I have a hunch that this sort of feedback loop is behind Kreepy Klown Kraziness. The concept has gone pedal-to-the-floor viral, to the point where Penn State students went out on a frenzied nocturnal clown hunt that only lacked torches and pitchforks to be considered a lynch mob. Social networking barely existed when Coleman’s book appeared in 2004. Today, Facebook and Twitter turn the dial up to 11.

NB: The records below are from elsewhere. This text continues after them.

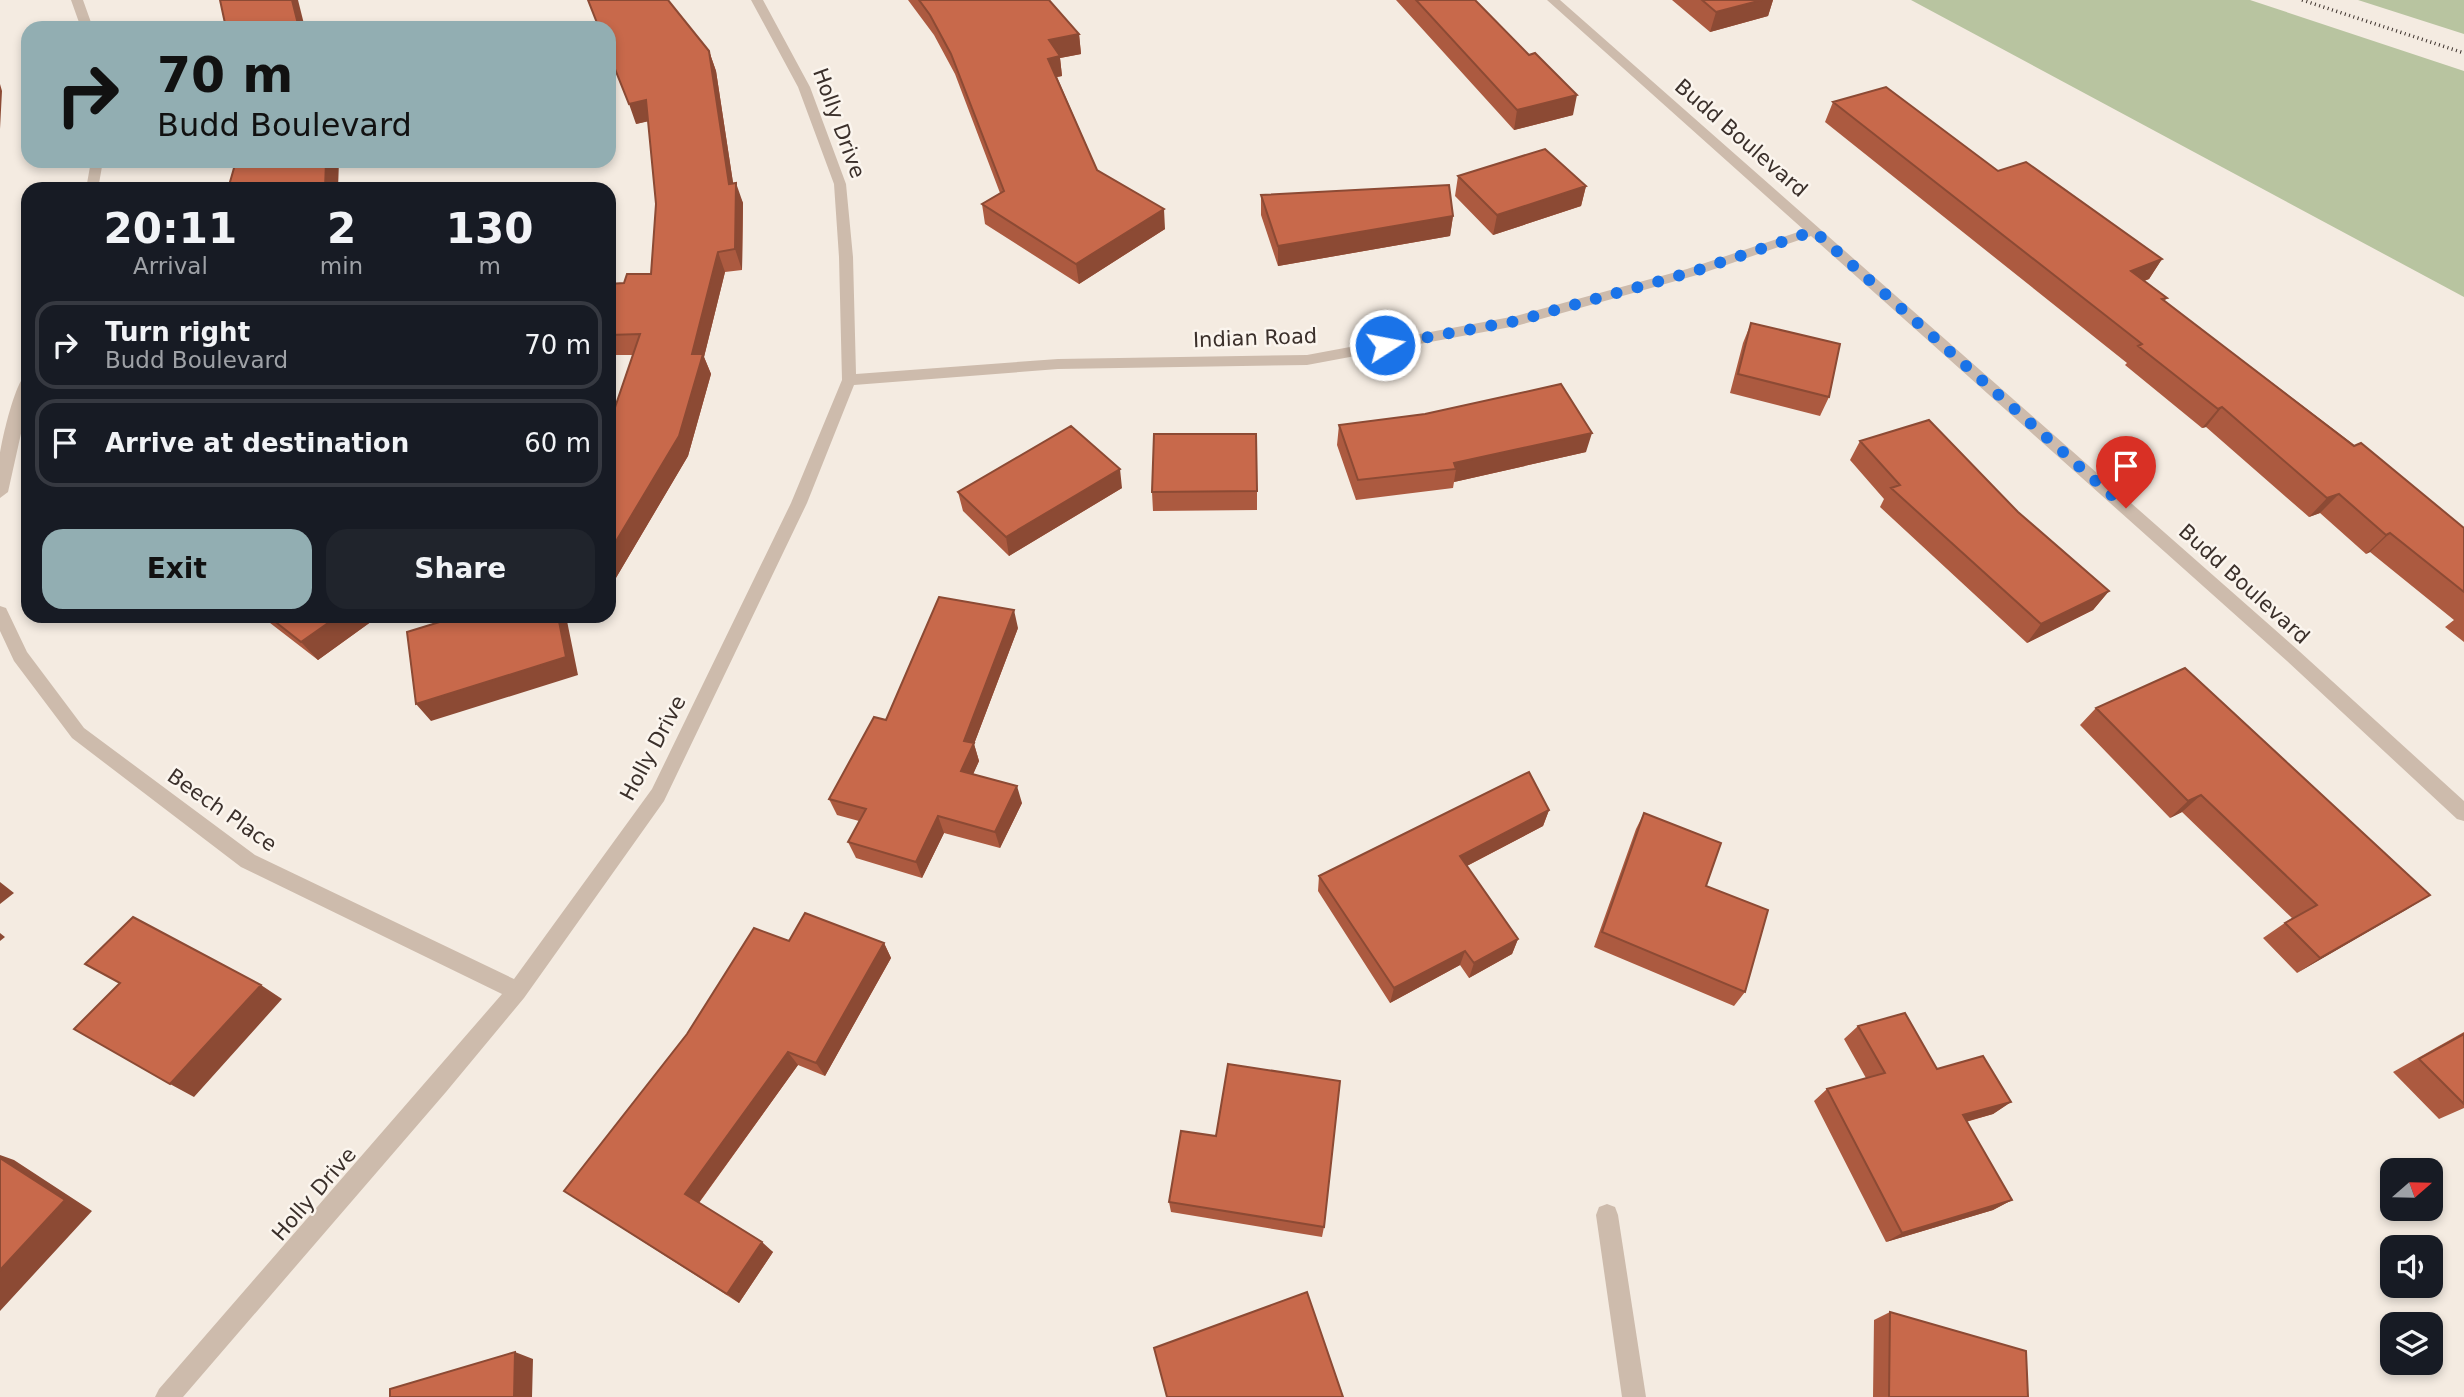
<!DOCTYPE html>
<html lang="en">
<head>
<meta charset="utf-8">
<style>
  body { margin:0; font-family:"DejaVu Sans",sans-serif; background:#20242c; color:#f1f3f6; height:100vh; display:flex; flex-direction:column; font-size:26px; white-space:nowrap }
  * { box-sizing:border-box; margin:0 }
  p { font-size:23px; color:#9ea1a6 }
  .icon { flex:none; width:38px; height:38px; fill:none; stroke:currentColor; stroke-width:2; stroke-linecap:round; stroke-linejoin:round }
  .map { position:relative; flex:1; overflow:hidden }
  .sheet { position:absolute; left:21px; top:182px; width:595px; height:441px; display:flex; flex-direction:column; background:#171b24; border-radius:21px; box-shadow:0 4px 10px #0003 }
  .sheet>* { flex:none }
  .hud { position:absolute; left:21px; top:21px; width:595px; height:147px; border-radius:21px; box-shadow:0 4px 10px #0003; background:#92aeb2; color:#111; overflow:hidden }
  .needle { width:46px; rotate:70deg }
  .fabs { position:absolute; left:2380px; top:1158px; display:grid; gap:14px }
  .fabs a { display:grid; place-items:center; width:63px; height:63px; border-radius:14px; background:#171b24; box-shadow:0 4px 10px #0003; font-size:35px }
  .pin { position:absolute; display:grid; place-items:center; width:60px; height:60px; color:#fff; margin:-72px -30px; border-radius:50% 50% 50% 0; rotate:-45deg; box-shadow:0 0 7px #0007 }
  .pin .icon { rotate:45deg }
  .me { position:absolute; width:77px; margin:-38px; rotate:79deg; stroke-linejoin:round; filter:drop-shadow(0 0 5px #0008) }
  .turn { display:flex; align-items:center; gap:24px; height:147px; padding:0 21px; font-size:32px }
  .turn .icon { width:91px; height:91px; stroke-width:2.5 }
  .turn b { display:block; font-size:49px; line-height:60px }
  .eta { display:flex; justify-content:space-evenly; align-items:center; height:119px; text-align:center }
  .eta b { font-size:42px; font-weight:600; line-height:49px }
  .primary-button { display:flex; gap:14px; margin-top:auto; padding:14px 21px }
  .primary-button a { flex:1; height:80px; border-radius:21px; background:#92aeb2; color:#111; font-size:28px; font-weight:600; line-height:80px; text-align:center }
  .primary-button a+a { background:#20242c; color:#f1f3f6 }
  ul { padding:0; list-style:none }
  li { display:flex; align-items:center; gap:21px; height:88px; margin:0 14px 10px; padding:0 7px; border:4px solid #363941; border-radius:21px }
  li div { flex:1 }
  li b { display:block; font-size:26px }
  li em { font-style:normal }
  .map>svg:first-child { display:block }
  .green { fill:#b8c4a0 }
  .lines { fill:none; stroke-linecap:round; stroke-linejoin:round }
  .minor { fill:#cdbbac; fill-rule:evenodd }
  .rail { stroke:#3b302b; stroke-width:3.5; stroke-dasharray:1 3.5; stroke-linecap:butt }
  .wall { fill:#ac5a40 }
  .shaded-wall { fill:#8c4a34 }
  .building { fill:#c8694b; stroke:#8c4a34; stroke-width:2 }
  .route { stroke:#1a73e8; stroke-width:12; stroke-dasharray:0 21.6 }
  .labels { text-anchor:middle; dominant-baseline:central; stroke-width:5; stroke-linejoin:round; paint-order:stroke }
  .street-label { font-size:21px; fill:#3b302b; stroke:#fbf5ee }
</style>
</head>
<body>
<div class="map">
<svg width="2464" height="1397" viewBox="0 0 2464 1397">
  <rect width="100%" height="100%" fill="#f4ebe1"/>
  <path class="green" d="M 1911,0 L 2250,0 L 2464,71 L 2464,297 Z
    M 2358,0 L 2464,0 L 2464,34 Z"/>
  <g class="lines">
    <path class="minor" d="M 71,0 L 83,0 L 93,28 L 81,28 Z
      M 751,0 L 763,0 L 810,87 L 846,184 L 853,257 L 856,374 L 1058,359 L 1307,355 L 1516,316 L 1687,269 L 1804,230 L 1547,0 L 1560,0 L 2299,651 L 2464,801 L 2464,821 L 2457,819 L 2287,661 L 1811,236 L 1697,275 L 1516,326 L 1307,365 L 1058,369 L 854,385 L 807,503 L 664,801 L 524,998 L 446,1092 L 183,1397 L 155,1397 L 159,1389 L 502,994 L 241,867 L 72,738 L 14,661 L 0,631 L 0,606 L 6,608 L 27,652 L 84,728 L 255,855 L 514,979 L 652,789 L 791,503 L 842,380 L 839,257 L 834,184 L 798,87 Z
      M 91,161 L 103,161 L 98,189 L 86,189 Z
      M 28,373 L 28,402 L 8,492 L 0,498 C 0,483 0,468 0,454 C 2,439 16,377 28,373 Z
      M 1607,1204 L 1615,1207 L 1618,1215 L 1646,1397 L 1622,1397 L 1596,1215 L 1599,1207 Z"/>
    <path class="rail" d="M 2302,0 L 2464,53"/>
  </g>
  <path class="wall" d="M 908,0 L 1049,0 L 1079,34 L 1081,54 L 1060,58 L 1062,76 L 1057,77 L 1097,170 L 1165,229 L 1079,284 L 985,224 L 982,204 L 1000,193 L 955,74 L 934,35 Z
    M 1396,0 L 1475,0 L 1529,55 L 1573,115 L 1514,130 Z
    M 1672,0 L 1773,0 L 1768,16 L 1710,32 Z
    M 709,51 L 716,71 L 733,183 L 743,203 L 742,270 L 725,272 L 704,357 L 711,374 L 688,456 L 610,588 L 609,588 L 609,425 L 633,355 L 609,355 L 609,284 L 624,283 L 651,274 L 656,204 L 648,121 L 636,124 Z
    M 1833,102 L 1998,171 L 2162,259 L 2149,279 L 2144,281 L 2167,298 L 2164,301 L 2464,528 L 2464,642 L 2445,627 L 2454,620 L 2370,552 L 2366,554 L 2320,513 L 2309,517 L 2206,427 L 2202,428 L 2125,365 L 2127,363 L 1825,122 Z
    M 1458,176 L 1586,186 L 1581,206 L 1493,235 L 1455,196 Z
    M 1261,195 L 1453,216 L 1450,236 L 1278,266 L 1261,215 Z
    M 1751,323 L 1829,397 L 1820,416 L 1730,393 L 1743,343 Z
    M 1339,425 L 1586,452 L 1454,482 L 1453,488 L 1356,500 L 1337,445 Z
    M 1860,441 L 2018,512 L 2109,591 L 2093,610 L 2027,643 L 1880,507 L 1884,499 L 1850,460 Z
    M 1122,488 L 1009,556 L 963,511 L 958,492 Z
    M 1257,491 L 1257,510 L 1153,511 L 1152,492 Z
    M 261,616 L 379,616 L 318,660 Z
    M 1018,628 L 974,744 L 979,761 L 973,774 L 1022,803 L 1000,848 L 944,833 L 922,878 L 856,858 L 848,842 L 859,821 L 837,815 L 829,799 L 886,720 Z
    M 2096,708 L 2430,895 L 2297,973 L 2263,938 L 2292,918 L 2182,812 L 2170,818 L 2080,725 Z
    M 1549,810 L 1543,826 L 1467,866 L 1518,939 L 1512,954 L 1469,978 L 1460,965 L 1390,1003 L 1318,891 L 1319,876 Z
    M 1644,813 L 1745,992 L 1734,1006 L 1594,947 L 1636,829 Z
    M 789,941 L 884,943 L 891,958 L 825,1076 L 798,1065 L 699,1203 L 773,1252 L 739,1303 L 564,1191 Z
    M 1858,1026 L 1937,1069 L 2011,1102 L 1993,1114 L 1966,1122 L 2012,1200 L 1993,1210 L 1886,1242 L 1814,1101 L 1827,1089 L 1866,1078 L 1844,1039 Z
    M 2464,1032 L 2464,1108 L 2439,1119 L 2393,1072 Z
    M 1169,1202 L 1324,1227 L 1322,1237 L 1171,1212 Z
    M 1890,1312 L 2028,1397 L 1873,1397 L 1874,1320 Z"/>
  <path class="shaded-wall" d="M 292,0 L 298,0 L 305,28 L 299,28 Z
    M 1762,0 L 1773,0 L 1768,16 L 1710,32 L 1716,12 Z
    M 1079,34 L 1081,54 L 1060,58 L 1062,76 L 1051,78 L 1048,59 L 1049,40 Z
    M 709,51 L 716,71 L 736,202 L 736,183 L 743,203 L 742,270 L 735,249 L 729,184 Z
    M 0,84 L 2,91 L 0,129 Z
    M 1577,95 L 1573,115 L 1514,130 L 1517,110 Z
    M 646,100 L 654,120 L 636,124 L 629,104 Z
    M 326,161 L 339,161 L 338,189 L 325,189 Z
    M 1586,186 L 1581,206 L 1493,235 L 1497,215 Z
    M 1164,209 L 1165,229 L 1079,284 L 1076,264 Z
    M 1453,216 L 1450,236 L 1278,266 L 1278,246 Z
    M 718,252 L 725,272 L 704,357 L 711,374 L 688,456 L 610,588 L 609,586 L 609,553 L 692,354 Z
    M 2162,259 L 2149,279 L 2117,291 L 2131,271 Z
    M 2222,407 L 2206,427 L 2202,428 L 2218,409 Z
    M 1592,433 L 1586,452 L 1454,482 L 1456,469 L 1454,463 Z
    M 1120,469 L 1122,488 L 1009,556 L 1006,537 Z
    M 2339,494 L 2320,513 L 2309,517 L 2327,498 Z
    M 2390,533 L 2370,552 L 2366,554 L 2386,535 Z
    M 2109,591 L 2093,610 L 2027,643 L 2041,624 Z
    M 1014,610 L 1018,628 L 974,744 L 979,761 L 967,788 L 961,771 L 964,741 Z
    M 338,616 L 379,616 L 318,660 L 301,642 Z
    M 558,616 L 566,616 L 578,675 L 431,721 L 416,704 Z
    M 1017,786 L 1022,803 L 1000,848 L 995,832 Z
    M 2201,795 L 2182,812 L 2170,818 L 2188,801 Z
    M 1549,810 L 1543,826 L 1455,872 L 1460,856 Z
    M 938,816 L 944,833 L 922,878 L 916,862 Z
    M 0,882 L 14,893 L 0,904 Z
    M 2430,895 L 2406,910 L 2297,973 L 2320,958 Z
    M 0,933 L 5,937 L 0,941 Z
    M 1518,939 L 1512,954 L 1469,978 L 1474,963 Z
    M 884,943 L 891,958 L 825,1076 L 816,1063 Z
    M 1465,951 L 1460,965 L 1390,1003 L 1394,988 Z
    M 261,985 L 282,999 L 194,1097 L 170,1084 Z
    M 788,1052 L 798,1065 L 697,1205 L 685,1194 Z
    M 2011,1102 L 1993,1114 L 1946,1127 L 1963,1115 Z
    M 0,1155 L 14,1160 L 92,1211 L 0,1311 Z
    M 2012,1200 L 1993,1210 L 1886,1242 L 1902,1233 Z
    M 762,1242 L 773,1252 L 739,1303 L 727,1294 Z
    M 515,1352 L 533,1359 L 532,1397 L 514,1397 Z"/>
  <path class="building" d="M 220,0 L 292,0 L 299,28 L 226,28 Z
    M 588,0 L 668,0 L 709,51 L 729,184 L 736,183 L 735,249 L 718,252 L 692,354 L 703,354 L 679,436 L 609,553 L 609,425 L 640,334 L 609,335 L 609,284 L 624,283 L 627,274 L 651,274 L 656,204 L 646,100 L 629,104 L 609,54 L 609,28 L 599,28 Z
    M 919,0 L 1049,0 L 1079,34 L 1049,40 L 1060,56 L 1048,59 L 1097,170 L 1164,209 L 1076,264 L 982,204 L 1004,191 L 951,54 L 930,15 Z
    M 1416,0 L 1475,0 L 1529,55 L 1535,53 L 1577,95 L 1517,110 Z
    M 1702,0 L 1762,0 L 1716,12 Z
    M 1886,87 L 1998,171 L 2026,162 L 2162,259 L 2131,271 L 2167,298 L 2162,299 L 2354,446 L 2361,443 L 2464,528 L 2464,592 L 2390,533 L 2386,535 L 2339,494 L 2327,498 L 2222,407 L 2218,409 L 2138,346 L 2142,344 L 1833,102 Z
    M 1545,149 L 1586,186 L 1497,215 L 1458,176 Z
    M 236,161 L 326,161 L 325,189 L 228,189 Z
    M 1449,185 L 1453,216 L 1278,246 L 1261,195 Z
    M 1751,323 L 1840,344 L 1829,397 L 1738,374 Z
    M 1561,384 L 1592,433 L 1454,463 L 1456,469 L 1358,480 L 1339,425 L 1425,414 Z
    M 1929,420 L 2018,512 L 2109,591 L 2041,624 L 1891,488 L 1900,485 L 1860,441 Z
    M 1071,426 L 1120,469 L 1006,537 L 958,492 Z
    M 1154,434 L 1256,434 L 1257,491 L 1152,492 Z
    M 939,597 L 1014,610 L 964,741 L 974,743 L 961,771 L 1017,786 L 995,832 L 938,816 L 916,862 L 848,842 L 866,809 L 829,799 L 874,717 L 886,720 Z
    M 268,616 L 338,616 L 301,642 Z
    M 459,616 L 558,616 L 566,657 L 416,704 L 407,632 Z
    M 2185,668 L 2430,895 L 2320,958 L 2285,923 L 2317,905 L 2201,795 L 2188,801 L 2096,708 Z
    M 1529,772 L 1549,810 L 1460,856 L 1518,939 L 1474,963 L 1465,951 L 1394,988 L 1319,876 Z
    M 1644,813 L 1721,843 L 1706,886 L 1768,910 L 1745,992 L 1602,932 Z
    M 805,913 L 884,943 L 816,1063 L 788,1052 L 685,1194 L 762,1242 L 727,1294 L 564,1191 L 687,1034 L 754,928 L 789,941 Z
    M 133,917 L 261,985 L 170,1084 L 74,1029 L 120,983 L 85,964 Z
    M 1905,1013 L 1937,1069 L 1983,1056 L 2011,1102 L 1963,1115 L 2012,1200 L 1902,1233 L 1827,1089 L 1885,1073 L 1858,1026 Z
    M 2464,1034 L 2464,1104 L 2419,1059 Z
    M 1228,1064 L 1340,1081 L 1324,1227 L 1169,1202 L 1181,1131 L 1216,1136 Z
    M 0,1158 L 65,1200 L 0,1270 Z
    M 1307,1292 L 1343,1397 L 1167,1397 L 1154,1348 Z
    M 1890,1312 L 2026,1351 L 2028,1397 L 1889,1397 Z
    M 515,1352 L 514,1397 L 390,1397 L 390,1389 Z"/>
  <g class="lines">
    <path class="route" d="M 1385,345 L 1516,321 L 1692,272 L 1814,231 L 2126,508"/>
  </g>
  <g class="labels">
    <g class="street-label">
      <text transform="translate(839 123) rotate(70)">Holly Drive</text>
      <text transform="translate(1741 138) rotate(41)">Budd Boulevard</text>
      <text transform="translate(1255 338) rotate(-2)">Indian Road</text>
      <text transform="translate(2244 584) rotate(42)">Budd Boulevard</text>
      <text transform="translate(653 748) rotate(-62)">Holly Drive</text>
      <text transform="translate(222 810) rotate(35)">Beech Place</text>
      <text transform="translate(314 1194) rotate(-49)">Holly Drive</text>
    </g>
  </g>
</svg>
<div class="fabs">
<a><svg class="needle" viewBox="-14 -14 28 28"><path d="M0-13l5 13h-10z" fill="#e53935"/><path d="M0 13l5-13h-10z" fill="#9ea1a6"/></svg></a>
<a><svg class="icon" aria-label="sound" viewBox="0 0 24 24"><path d="M4 9h4l5-4v14l-5-4H4zM17 9q2 3 0 6"/></svg></a>
<a><svg class="icon" aria-label="layers" viewBox="0 0 24 24"><path d="M12 4l9 5-9 5-9-5zM3 14l9 5 9-5"/></svg></a>
</div>
<div class="pin" style="left:2126px;top:508px;background:#d93025"><svg class="icon" aria-label="arrive" viewBox="0 0 24 24"><path d="M6 21V4h12l-3 4 3 4H6"/></svg></div>
<svg class="me" style="left:1385px;top:345px" viewBox="-20 -20 40 40"><circle r="17" fill="#1a73e8" stroke="#fff" stroke-width="3"/><path d="M0-11L8 9 0 5-8 9z" fill="#fff"/></svg>
<div class="hud">
<div class="turn"><svg class="icon" aria-label="right" viewBox="0 0 24 24"><path d="M7 20v-9h11M14 6l5 5-5 5"/></svg><div><b>70 m</b>Budd Boulevard</div></div>
</div>
<section class="sheet">
<div class="eta">
<div><b>20:11</b><p>Arrival</p></div>
<div><b>2</b><p>min</p></div>
<div><b>130</b><p>m</p></div>
</div>
<ul>
<li><svg class="icon" aria-label="right" viewBox="0 0 24 24"><path d="M7 20v-9h11M14 6l5 5-5 5"/></svg><div><b>Turn right</b><p>Budd Boulevard</p></div><em>70 m</em></li>
<li><svg class="icon" aria-label="arrive" viewBox="0 0 24 24"><path d="M6 21V4h12l-3 4 3 4H6"/></svg><div><b>Arrive at destination</b></div><em>60 m</em></li>
</ul>
<div class="primary-button"><a>Exit</a><a>Share</a></div>
</section>
</div>
</body>
</html>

Between the transformation of clowns into unfunny secular demons like Pennywise and the amplifying effect of clickbait sites and social media, we find ourselves with a genuine case of national hysteria. It may take some time to burn out, but if #ClownLivesMatter becomes a real thing, the phenomenon may be gone sooner than we think.
In the meantime, leave your rubber nose in a drawer until the heat dies down.